[Data records — start]
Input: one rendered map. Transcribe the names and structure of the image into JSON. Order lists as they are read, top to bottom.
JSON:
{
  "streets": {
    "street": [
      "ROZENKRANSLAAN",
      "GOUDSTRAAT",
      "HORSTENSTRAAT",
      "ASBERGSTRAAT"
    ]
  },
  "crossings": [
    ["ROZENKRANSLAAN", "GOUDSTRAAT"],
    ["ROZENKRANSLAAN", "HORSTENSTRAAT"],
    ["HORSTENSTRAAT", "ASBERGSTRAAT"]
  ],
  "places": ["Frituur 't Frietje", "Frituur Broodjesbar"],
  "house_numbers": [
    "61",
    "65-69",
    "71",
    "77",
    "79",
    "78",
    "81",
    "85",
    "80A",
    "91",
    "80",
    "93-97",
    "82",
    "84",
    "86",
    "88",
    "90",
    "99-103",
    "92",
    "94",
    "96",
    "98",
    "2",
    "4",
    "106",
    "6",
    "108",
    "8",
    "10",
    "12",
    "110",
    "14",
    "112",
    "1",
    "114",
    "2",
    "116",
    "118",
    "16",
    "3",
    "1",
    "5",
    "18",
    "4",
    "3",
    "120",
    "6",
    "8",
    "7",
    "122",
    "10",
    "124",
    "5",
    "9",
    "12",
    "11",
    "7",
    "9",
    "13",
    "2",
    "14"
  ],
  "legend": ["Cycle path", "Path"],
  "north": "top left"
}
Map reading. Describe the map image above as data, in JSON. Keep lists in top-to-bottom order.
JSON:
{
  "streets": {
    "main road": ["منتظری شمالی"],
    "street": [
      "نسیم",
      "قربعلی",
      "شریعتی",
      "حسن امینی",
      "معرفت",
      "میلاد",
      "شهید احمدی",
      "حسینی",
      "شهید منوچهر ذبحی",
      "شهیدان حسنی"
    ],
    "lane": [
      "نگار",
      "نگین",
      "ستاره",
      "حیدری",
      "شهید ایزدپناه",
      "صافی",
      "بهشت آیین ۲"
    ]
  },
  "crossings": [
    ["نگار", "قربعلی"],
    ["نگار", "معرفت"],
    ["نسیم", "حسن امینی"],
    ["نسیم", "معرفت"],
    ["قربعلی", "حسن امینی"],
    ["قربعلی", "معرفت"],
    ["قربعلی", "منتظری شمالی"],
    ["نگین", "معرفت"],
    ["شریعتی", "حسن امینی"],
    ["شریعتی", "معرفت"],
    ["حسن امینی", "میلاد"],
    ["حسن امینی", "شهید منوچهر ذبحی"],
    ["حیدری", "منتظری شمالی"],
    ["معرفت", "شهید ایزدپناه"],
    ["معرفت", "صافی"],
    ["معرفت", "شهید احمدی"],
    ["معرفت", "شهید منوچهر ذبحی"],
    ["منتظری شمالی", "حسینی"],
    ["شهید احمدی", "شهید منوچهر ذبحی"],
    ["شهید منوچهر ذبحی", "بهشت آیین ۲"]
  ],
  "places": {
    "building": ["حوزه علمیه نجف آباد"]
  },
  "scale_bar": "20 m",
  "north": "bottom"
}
[Data records — finish]
### Required action
All records are to be printed again, exactly and completely.

### Output below
Input: one rendered map. Transcribe the names and structure of the image into JSON. Order lists as they are read, top to bottom.
JSON:
{
  "streets": {
    "street": [
      "ROZENKRANSLAAN",
      "GOUDSTRAAT",
      "HORSTENSTRAAT",
      "ASBERGSTRAAT"
    ]
  },
  "crossings": [
    ["ROZENKRANSLAAN", "GOUDSTRAAT"],
    ["ROZENKRANSLAAN", "HORSTENSTRAAT"],
    ["HORSTENSTRAAT", "ASBERGSTRAAT"]
  ],
  "places": ["Frituur 't Frietje", "Frituur Broodjesbar"],
  "house_numbers": [
    "61",
    "65-69",
    "71",
    "77",
    "79",
    "78",
    "81",
    "85",
    "80A",
    "91",
    "80",
    "93-97",
    "82",
    "84",
    "86",
    "88",
    "90",
    "99-103",
    "92",
    "94",
    "96",
    "98",
    "2",
    "4",
    "106",
    "6",
    "108",
    "8",
    "10",
    "12",
    "110",
    "14",
    "112",
    "1",
    "114",
    "2",
    "116",
    "118",
    "16",
    "3",
    "1",
    "5",
    "18",
    "4",
    "3",
    "120",
    "6",
    "8",
    "7",
    "122",
    "10",
    "124",
    "5",
    "9",
    "12",
    "11",
    "7",
    "9",
    "13",
    "2",
    "14"
  ],
  "legend": ["Cycle path", "Path"],
  "north": "top left"
}
Map reading. Describe the map image above as data, in JSON. Keep lists in top-to-bottom order.
JSON:
{
  "streets": {
    "main road": ["منتظری شمالی"],
    "street": [
      "نسیم",
      "قربعلی",
      "شریعتی",
      "حسن امینی",
      "معرفت",
      "میلاد",
      "شهید احمدی",
      "حسینی",
      "شهید منوچهر ذبحی",
      "شهیدان حسنی"
    ],
    "lane": [
      "نگار",
      "نگین",
      "ستاره",
      "حیدری",
      "شهید ایزدپناه",
      "صافی",
      "بهشت آیین ۲"
    ]
  },
  "crossings": [
    ["نگار", "قربعلی"],
    ["نگار", "معرفت"],
    ["نسیم", "حسن امینی"],
    ["نسیم", "معرفت"],
    ["قربعلی", "حسن امینی"],
    ["قربعلی", "معرفت"],
    ["قربعلی", "منتظری شمالی"],
    ["نگین", "معرفت"],
    ["شریعتی", "حسن امینی"],
    ["شریعتی", "معرفت"],
    ["حسن امینی", "میلاد"],
    ["حسن امینی", "شهید منوچهر ذبحی"],
    ["حیدری", "منتظری شمالی"],
    ["معرفت", "شهید ایزدپناه"],
    ["معرفت", "صافی"],
    ["معرفت", "شهید احمدی"],
    ["معرفت", "شهید منوچهر ذبحی"],
    ["منتظری شمالی", "حسینی"],
    ["شهید احمدی", "شهید منوچهر ذبحی"],
    ["شهید منوچهر ذبحی", "بهشت آیین ۲"]
  ],
  "places": {
    "building": ["حوزه علمیه نجف آباد"]
  },
  "scale_bar": "20 m",
  "north": "bottom"
}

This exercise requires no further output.